Her eyes went wide. “Oh, I don’t think so.”
“Seriously, Evie. Say that again.”
She swallowed. “Are you flirting with me?”
Now I was watching her throat. “I don’t flirt. Ever. There’s no point.”
She put down her drink, flustered, and licked her lip. I couldn’t stop staring. Finally she looked me in the eye. “You really are a bad boy, aren’t you? Like, the real thing.”
“I don’t know what that means,” I said, my voice thick. “Does it mean I get in your pants?”
Her pupils were dark as she looked at me. “I think you’re actually coming on to me,” she said. “Your version of it, anyway.”
Was I? I didn’t know. All I knew was that if we fucked, it would be hot and hard and we’d both get off in minutes. “You want me to?” I asked her.
“I thought you didn’t want in my pants,” she replied. She lifted her chin a little. “I’m not your kind of woman, remember?”
Right.

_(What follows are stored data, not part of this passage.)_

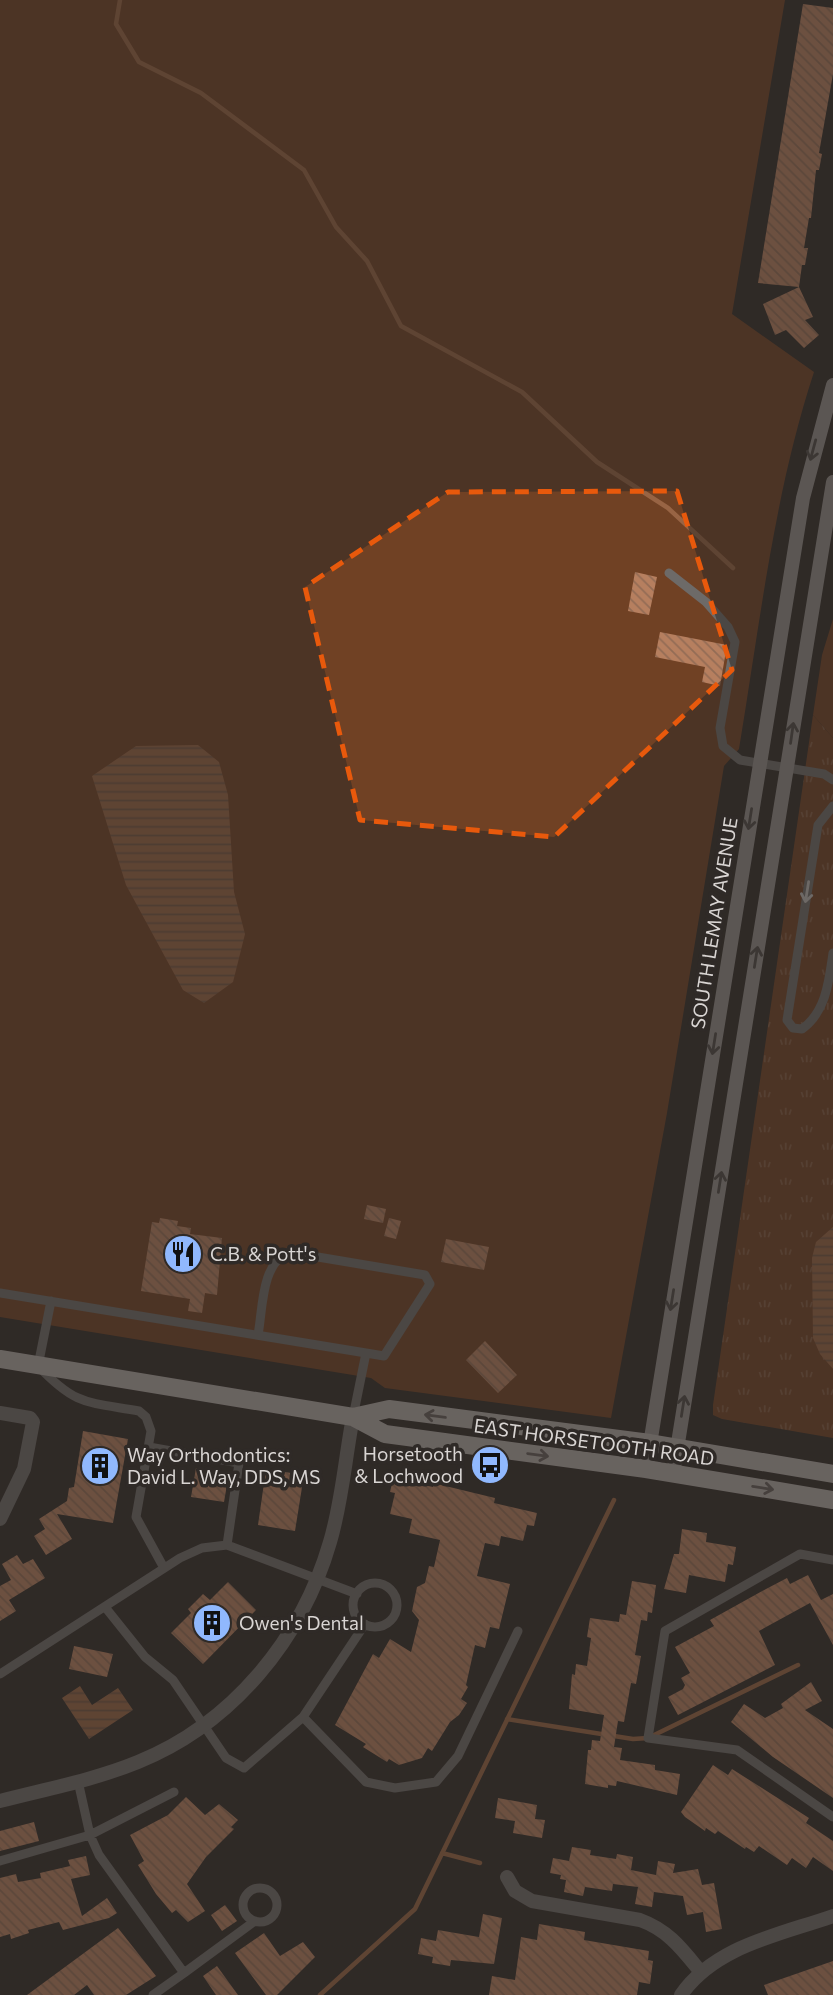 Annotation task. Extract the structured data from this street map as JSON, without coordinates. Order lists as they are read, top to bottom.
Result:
{
  "streets": {
    "main road": ["SOUTH LEMAY AVENUE", "EAST HORSETOOTH ROAD"]
  },
  "crossings": [
    ["SOUTH LEMAY AVENUE", "EAST HORSETOOTH ROAD"]
  ],
  "places": {
    "restaurant": ["C.B. & Pott's"],
    "bus stop": ["Horsetooth & Lochwood"],
    "building": ["Way Orthodontics: David L. Way, DDS, MS", "Owen's Dental"]
  }
}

She was a good girl. I needed to behave. “And I’m not your kind of guy.”
“Not even remotely,” she said.
I’d heard what she said back at the gym about wanting to get married, wanting a schedule. No, I was definitely not her kind of guy. “You take my advice yet?” I asked her.
“I thought I just did,” she replied, confused. “Coming to the boxing gym for my anger management problem.”
“No, the other advice. To find someone to fuck.”
The first time I’d suggested it, she’d been outraged. Now she looked out the window pensively and bit her lip. And something inside me woke up and roared to life. She can’t possibly have done it already. It’s only been a few days. No fucking way. She would have—
“No,” she said.
The beast calmed down.
Evie looked at me. “Have you?”
I shrugged, as if this whole conversation didn’t affect me. Jesus, I was losing my mind. “No.”
Her eyebrows went up. “Really? I mean—I’m surprised.”
I’d said I was considering it in the diner, but the fact was it hadn’t even crossed my mind. I’d just been trying to shock her. “Why are you surprised?”
Now, finally, she looked slightly embarrassed. “Because I heard rumors about you.”
“Yeah? They’re probably wrong.”
She worried her lip again. She was polite, and she didn’t like to gossip. “I heard you come from family money,” she admitted finally.
“Okay,” I said grudgingly. “True.”
“And you don’t have a job and you party all the time.”
“Also true.”
“And you get a lot of women.”
“Define ‘a lot.’”
She shook her head. “Okay, I admit I didn’t actually hear that last one. It was an educated guess.”